Hogan Lovells noted that the current reporting of financial relationships is required under the self-regulatory code of conduct in relation to medical devices (GMH) and the self-regulatory code of conduct regarding pharmaceutical advertising (CGR). However, GMH and CGR are only applicable to members of umbrella organizations that have committed to the self-regulatory codes. Therefore, not all medical professionals are bound by the self-regulatory transparency requirements and not all financial relationships are required to be reported.

The Minister indicated the intent to maintain a threshold of EUR 500 per calendar year for all agreements and the idea that industry will self-report, same as the current self-regulatory codes. However, under the proposals, if transparency becomes a statutory law with a mandatory publicly accessible Healthcare Transparency Register, enforcement by the Dutch government would become possible, potentially leading to the imposition of administrative law penalties and other sanctions.

Hogan Lovells further notes that the Minister indicated intent to expand the responsibility of directors of health care providers when agreeing on financial relationships between health care providers and industry, based on recent surveillance that found the board of directors of hospitals tend to lack sufficient insight into financial relationships entered into by health care professionals that work at the hospital. Requiring the written approval of the board of directors for provider-industry relationships would bolster the self-regulatory codes, which currently require such approval as of January 1, 2024.

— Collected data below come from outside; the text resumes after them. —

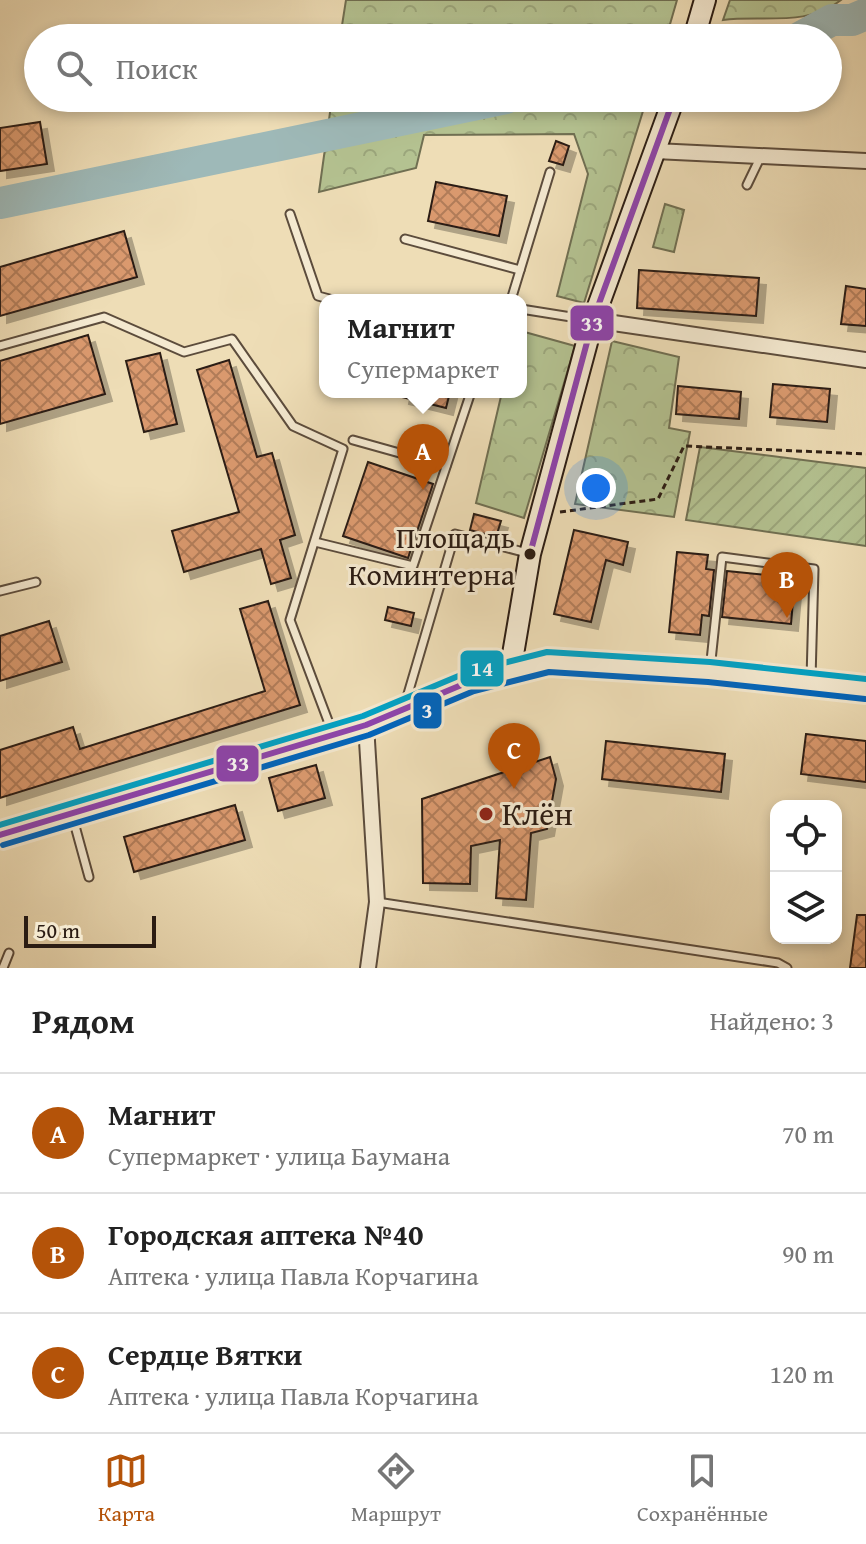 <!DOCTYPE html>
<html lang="ru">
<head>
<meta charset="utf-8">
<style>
	:root { --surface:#fff; --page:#f2f2f2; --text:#222; --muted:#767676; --line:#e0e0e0; --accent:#b45309 }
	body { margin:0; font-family:"Gentium Book Plus",serif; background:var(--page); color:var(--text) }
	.controls { position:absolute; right:24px; bottom:24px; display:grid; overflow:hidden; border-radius:16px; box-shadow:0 4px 12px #0003 }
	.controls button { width:72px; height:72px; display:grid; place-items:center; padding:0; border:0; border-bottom:2px solid var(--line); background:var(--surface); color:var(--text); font:40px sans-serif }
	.scale { position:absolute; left:24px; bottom:20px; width:132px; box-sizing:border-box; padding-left:8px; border:4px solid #2b1c13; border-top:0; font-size:22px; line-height:28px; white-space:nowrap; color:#2b1c13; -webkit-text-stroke:6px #f4e9d0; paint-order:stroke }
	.you { position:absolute; left:596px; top:488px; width:28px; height:28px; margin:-20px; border:6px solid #fff; border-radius:50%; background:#1a73e8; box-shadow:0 0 0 12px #1a73e833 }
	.badge { display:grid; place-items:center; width:52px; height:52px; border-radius:50%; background:var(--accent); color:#fff; font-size:26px; font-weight:700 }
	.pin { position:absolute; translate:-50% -66px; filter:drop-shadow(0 2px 4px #0008) }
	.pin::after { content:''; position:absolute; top:42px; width:28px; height:24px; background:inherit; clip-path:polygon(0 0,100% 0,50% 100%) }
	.popup { position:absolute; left:319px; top:294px; width:208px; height:104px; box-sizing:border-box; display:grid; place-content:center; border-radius:16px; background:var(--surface); filter:drop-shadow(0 2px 6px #0005); font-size:26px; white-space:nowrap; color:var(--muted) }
	.popup b { font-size:30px; color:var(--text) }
	.popup::after { content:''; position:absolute; left:50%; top:100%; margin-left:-16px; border:16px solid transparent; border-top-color:var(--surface) }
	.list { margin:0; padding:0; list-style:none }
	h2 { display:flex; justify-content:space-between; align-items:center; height:104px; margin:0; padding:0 32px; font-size:34px }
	h2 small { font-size:26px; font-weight:400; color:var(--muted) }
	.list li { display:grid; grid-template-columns:52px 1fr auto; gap:24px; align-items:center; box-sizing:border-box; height:120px; padding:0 32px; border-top:2px solid var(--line) }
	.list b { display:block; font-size:30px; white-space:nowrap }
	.list p { margin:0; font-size:26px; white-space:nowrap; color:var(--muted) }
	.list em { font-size:26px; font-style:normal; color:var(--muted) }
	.icon { flex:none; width:44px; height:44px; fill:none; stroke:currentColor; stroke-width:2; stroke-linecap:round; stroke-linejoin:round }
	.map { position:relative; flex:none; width:866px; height:968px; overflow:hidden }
	.search { position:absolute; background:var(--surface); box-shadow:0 4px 12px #0003; left:24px; right:24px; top:24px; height:88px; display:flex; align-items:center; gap:20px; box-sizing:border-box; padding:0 28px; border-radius:44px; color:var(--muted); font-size:30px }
	.sheet { height:464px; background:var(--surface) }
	nav { display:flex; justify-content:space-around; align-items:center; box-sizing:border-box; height:112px; border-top:2px solid var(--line); background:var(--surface); font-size:22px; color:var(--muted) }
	nav a { display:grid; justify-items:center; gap:4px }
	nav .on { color:var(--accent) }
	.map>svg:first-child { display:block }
	.forest { fill:url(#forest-crowns); stroke:#706f52; stroke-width:2 }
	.park { fill:url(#park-tufts); stroke:#706f52; stroke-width:2 }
	.garden { fill:url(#garden-furrows); stroke:#706f52; stroke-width:2 }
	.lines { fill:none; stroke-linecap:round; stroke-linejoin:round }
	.river { stroke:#9eb9b8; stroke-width:32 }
	.building { fill:url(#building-cross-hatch); stroke:#2b1c13; stroke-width:2; filter:url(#shadow) }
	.lane-casing { stroke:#5c4c3c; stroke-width:11 }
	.street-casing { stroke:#5c4c3c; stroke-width:18 }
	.secondary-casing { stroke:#2b1c13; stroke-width:24 }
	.path { stroke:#2b1c13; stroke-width:3; stroke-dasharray:6 4; stroke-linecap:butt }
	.lane { stroke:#f4e9d0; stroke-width:7 }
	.street { stroke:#f4e9d0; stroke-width:14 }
	.secondary { stroke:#f4e9d0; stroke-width:20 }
	.bus-1-casing { stroke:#f4e9d0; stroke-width:12 }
	.bus-2-casing { stroke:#f4e9d0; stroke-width:12 }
	.bus-3-casing { stroke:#f4e9d0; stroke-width:12 }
	.bus-1 { stroke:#8e44ad; stroke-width:6 }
	.bus-2 { stroke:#0065bd; stroke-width:6 }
	.bus-3 { stroke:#02a2c5; stroke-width:6 }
	.bus-dot { fill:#2b1c13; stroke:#f4e9d0; stroke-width:3 }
	.poi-dot { fill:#8f2418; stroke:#f4e9d0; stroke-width:3 }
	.labels { text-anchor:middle; stroke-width:6; stroke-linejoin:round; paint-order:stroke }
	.bus-label { font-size:30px; fill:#2b1c13; stroke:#f4e9d0; text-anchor:end }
	.poi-label { font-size:32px; fill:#2b1c13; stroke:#f4e9d0; text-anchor:start }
	.line-badge { stroke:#f4e9d0; stroke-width:3 }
	.badge-label { font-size:22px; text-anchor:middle; font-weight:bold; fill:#fff }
</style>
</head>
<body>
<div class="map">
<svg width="866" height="968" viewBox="0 0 866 968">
	<defs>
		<pattern id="forest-crowns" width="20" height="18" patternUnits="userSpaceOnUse" patternTransform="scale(2)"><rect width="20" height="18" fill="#b4c291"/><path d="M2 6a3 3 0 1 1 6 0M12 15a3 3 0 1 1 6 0" fill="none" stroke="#9ba67c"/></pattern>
		<pattern id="park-tufts" width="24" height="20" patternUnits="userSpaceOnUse" patternTransform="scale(2)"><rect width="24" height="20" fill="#b4c291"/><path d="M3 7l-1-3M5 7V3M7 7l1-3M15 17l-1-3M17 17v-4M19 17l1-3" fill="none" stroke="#9ba67c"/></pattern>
		<pattern id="garden-furrows" width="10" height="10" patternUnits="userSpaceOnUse" patternTransform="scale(2)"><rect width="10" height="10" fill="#b4c291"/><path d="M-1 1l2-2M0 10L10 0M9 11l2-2" fill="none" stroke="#9ba67c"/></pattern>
		<pattern id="building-cross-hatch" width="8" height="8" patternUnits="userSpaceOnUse" patternTransform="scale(2)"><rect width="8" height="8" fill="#da996e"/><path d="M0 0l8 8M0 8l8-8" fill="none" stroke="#b17c59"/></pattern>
		<filter id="shadow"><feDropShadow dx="7" dy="7" stdDeviation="0" flood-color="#0004"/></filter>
	</defs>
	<rect width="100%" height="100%" fill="#eeddb6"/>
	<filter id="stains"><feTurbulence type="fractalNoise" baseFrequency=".0025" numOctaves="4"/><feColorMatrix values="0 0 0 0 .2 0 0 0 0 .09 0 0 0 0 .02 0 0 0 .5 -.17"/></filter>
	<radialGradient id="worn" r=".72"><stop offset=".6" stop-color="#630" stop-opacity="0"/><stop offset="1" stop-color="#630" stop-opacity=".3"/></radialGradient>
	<g class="forest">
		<path d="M 346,0 L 677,0 L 666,38 L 340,38 Z"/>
		<path d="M 730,0 L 841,0 C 808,27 763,15 723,20 Z"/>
		<path d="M 332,98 L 647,98 L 584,303 L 557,296 L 588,174 L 574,134 L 424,135 L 416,168 L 319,192 Z"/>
		<path d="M 521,331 L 575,346 L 524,518 L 476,503 L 502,392 L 521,392 Z"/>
		<path d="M 612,341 L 679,357 L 669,428 L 690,432 L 674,517 L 575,504 Z"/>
	</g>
	<path class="park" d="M 665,204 L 684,210 L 674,252 L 653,247 Z"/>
	<path class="garden" d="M 700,447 L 866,468 L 866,546 L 686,520 Z"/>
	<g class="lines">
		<g class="river">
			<path d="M 799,38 L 832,20 L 852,20 L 866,14"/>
			<path d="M 0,203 L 506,98"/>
		</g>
	</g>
	<g class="building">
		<path d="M 40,122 L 47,164 L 0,171 L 0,128 Z"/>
		<path d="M 556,141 L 569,146 L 563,165 L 549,161 Z"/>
		<path d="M 436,182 L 507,196 L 499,236 L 428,221 Z"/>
		<path d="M 124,231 L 137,277 L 0,316 L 0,267 Z"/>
		<path d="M 639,270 L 759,278 L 756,316 L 637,308 Z"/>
		<path d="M 846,286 L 866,289 L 866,326 L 841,324 Z"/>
		<path d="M 88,335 L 105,394 L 0,424 L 0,361 Z"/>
		<path d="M 160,353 L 177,424 L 144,432 L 126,361 Z"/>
		<path d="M 229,360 L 257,457 L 272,453 L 295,535 L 280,540 L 291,578 L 271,584 L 261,549 L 184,572 L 172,531 L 239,512 L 197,370 Z"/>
		<path d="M 773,384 L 830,389 L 827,422 L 770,417 Z"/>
		<path d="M 678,386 L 741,392 L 739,419 L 676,414 Z"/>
		<path d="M 403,392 L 450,392 L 446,408 L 402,397 Z"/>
		<path d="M 368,462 L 433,484 L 408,558 L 343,536 Z"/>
		<path d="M 474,514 L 501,521 L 496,537 L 470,530 Z"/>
		<path d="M 574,530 L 628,542 L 623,565 L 606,560 L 591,622 L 554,614 Z"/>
		<path d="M 677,552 L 708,555 L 706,569 L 714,570 L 709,616 L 702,615 L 700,635 L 669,632 Z"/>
		<path d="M 727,571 L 795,578 L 791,624 L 722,617 Z"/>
		<path d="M 268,601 L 300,705 L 0,798 L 0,750 L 73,727 L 80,749 L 265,691 L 240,609 Z"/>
		<path d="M 388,607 L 414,613 L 411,626 L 385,620 Z"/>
		<path d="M 49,621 L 62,662 L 0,681 L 0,636 Z"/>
		<path d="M 806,734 L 866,741 L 866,782 L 801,774 Z"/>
		<path d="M 606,741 L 725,754 L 721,792 L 602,779 Z"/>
		<path d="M 550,757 L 556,779 L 547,829 L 531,833 L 526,900 L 496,898 L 500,840 L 471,846 L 470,884 L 423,883 L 422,799 Z"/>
		<path d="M 316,765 L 325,798 L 278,811 L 269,778 Z"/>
		<path d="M 235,805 L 245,840 L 134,872 L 124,837 Z"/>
		<path d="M 857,915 L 866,915 L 866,968 L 850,968 Z"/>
	</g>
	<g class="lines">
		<defs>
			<g id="lane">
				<path d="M 747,185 L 760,158"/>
				<path d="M 290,214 L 318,296 L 333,300"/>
				<path d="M 405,239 L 520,270"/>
				<path d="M 511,300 L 550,172"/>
				<path d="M 521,309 L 590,320"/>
				<path d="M 0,346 L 104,317 L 184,352 L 232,339 L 293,426 L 343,449 L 290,620 L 333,734"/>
				<path d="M 353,440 L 446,466"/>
				<path d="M 315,542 L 413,566 L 471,392"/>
				<path d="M 0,591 L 36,582"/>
				<path d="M 710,670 L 722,557 L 814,569 L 811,679"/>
				<path d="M 405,704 L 455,534 L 527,553"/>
				<path d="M 72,815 L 89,877"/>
				<path d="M 377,902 L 778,963 L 787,968"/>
				<path d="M 3,968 L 9,953"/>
			</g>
			<g id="street">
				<path d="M 655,151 L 866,161"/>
				<path d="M 593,320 L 866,360"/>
				<path d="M 366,725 L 377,902 L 368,968"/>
			</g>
			<g id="secondary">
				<path d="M 694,38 L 705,0"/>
				<path d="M 510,672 L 530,554 L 593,320 L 674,98"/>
				<path d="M 0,835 L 366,725 L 471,681 L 548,662 L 709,672 L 866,689"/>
			</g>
		</defs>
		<use href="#lane" class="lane-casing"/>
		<use href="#street" class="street-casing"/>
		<use href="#secondary" class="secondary-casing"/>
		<path class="path" d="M 560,512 L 658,499 L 684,446 L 866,454"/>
		<use href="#lane" class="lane"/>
		<use href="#street" class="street"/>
		<use href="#secondary" class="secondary"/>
		<defs>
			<g id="bus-1">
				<path d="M 530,554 L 593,320 L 674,98"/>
				<path d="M 0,835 L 366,725 L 471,681"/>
			</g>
			<path id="bus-2" d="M 3,845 L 369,735 L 474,691 L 549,672 L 708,682 L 865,699"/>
			<path id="bus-3" d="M 0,825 L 363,716 L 468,672 L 547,652 L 710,662 L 866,679"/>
		</defs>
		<use href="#bus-1" class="bus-1-casing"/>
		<use href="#bus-2" class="bus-2-casing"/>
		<use href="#bus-3" class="bus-3-casing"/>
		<use href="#bus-1" class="bus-1"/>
		<use href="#bus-2" class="bus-2"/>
		<use href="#bus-3" class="bus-3"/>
	</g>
	<circle class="bus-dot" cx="530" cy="554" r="7"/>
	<circle class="poi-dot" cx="486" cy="814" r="8"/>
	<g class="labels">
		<g class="bus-label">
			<text x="515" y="548">Площадь<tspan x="515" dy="37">Коминтерна</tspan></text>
		</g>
		<g class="poi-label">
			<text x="502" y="825">Клён</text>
		</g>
	</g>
	<g class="line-badge">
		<rect x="569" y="304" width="46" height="38" rx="8" fill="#8e44ad"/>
		<rect x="459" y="649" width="46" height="39" rx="8" fill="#02a2c5"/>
		<rect x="412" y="691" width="31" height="39" rx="8" fill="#0065bd"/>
		<rect x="215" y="744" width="45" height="39" rx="8" fill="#8e44ad"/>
	</g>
	<g class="badge-label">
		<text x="592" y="331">33</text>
		<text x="482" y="676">14</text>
		<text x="427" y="718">3</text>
		<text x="238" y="771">33</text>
	</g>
	<rect width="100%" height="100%" filter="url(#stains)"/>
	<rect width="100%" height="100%" fill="url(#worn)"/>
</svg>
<div class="controls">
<button><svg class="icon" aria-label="locate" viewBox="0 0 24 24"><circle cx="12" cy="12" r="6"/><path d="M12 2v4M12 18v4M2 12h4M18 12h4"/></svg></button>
<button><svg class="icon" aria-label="layers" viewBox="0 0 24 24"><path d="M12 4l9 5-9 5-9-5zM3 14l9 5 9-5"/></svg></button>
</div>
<div class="scale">50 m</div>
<div class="you"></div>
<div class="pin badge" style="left:423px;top:490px">A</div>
<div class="popup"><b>Магнит</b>Супермаркет</div>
<div class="pin badge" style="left:787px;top:618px">B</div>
<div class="pin badge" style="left:514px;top:789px">C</div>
<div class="search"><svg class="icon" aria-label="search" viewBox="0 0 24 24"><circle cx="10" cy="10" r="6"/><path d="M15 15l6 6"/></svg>Поиск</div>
</div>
<section class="sheet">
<h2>Рядом<small>Найдено: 3</small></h2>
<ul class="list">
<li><span class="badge">A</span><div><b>Магнит</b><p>Супермаркет · улица Баумана</p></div><em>70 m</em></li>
<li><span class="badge">B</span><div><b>Городская аптека №40</b><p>Аптека · улица Павла Корчагина</p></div><em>90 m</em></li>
<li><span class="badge">C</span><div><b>Сердце Вятки</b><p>Аптека · улица Павла Корчагина</p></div><em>120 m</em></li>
</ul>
</section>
<nav>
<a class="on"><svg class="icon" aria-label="map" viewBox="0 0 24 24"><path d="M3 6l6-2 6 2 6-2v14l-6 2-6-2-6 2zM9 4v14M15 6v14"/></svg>Карта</a>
<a><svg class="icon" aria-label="directions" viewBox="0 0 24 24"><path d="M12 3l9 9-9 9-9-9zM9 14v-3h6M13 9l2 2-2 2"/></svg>Маршрут</a>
<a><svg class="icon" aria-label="saved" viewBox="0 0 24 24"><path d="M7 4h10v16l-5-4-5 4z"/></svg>Сохранённые</a>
</nav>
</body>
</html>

The third proposal of improving the legal framework for sponsorship would potentially impact grants, donations, financing of research or meetings and events, fellowships, and/or contributions to patient organizations.

As of now, these are only proposals made by the Minister and before any of them become law, draft legislation would need to be published – and then passed by Parliament. This process is likely to take some time, and may not fully materialize for another year or two. At this time, however, it sheds light on where the future of enforcement may be in the Netherlands.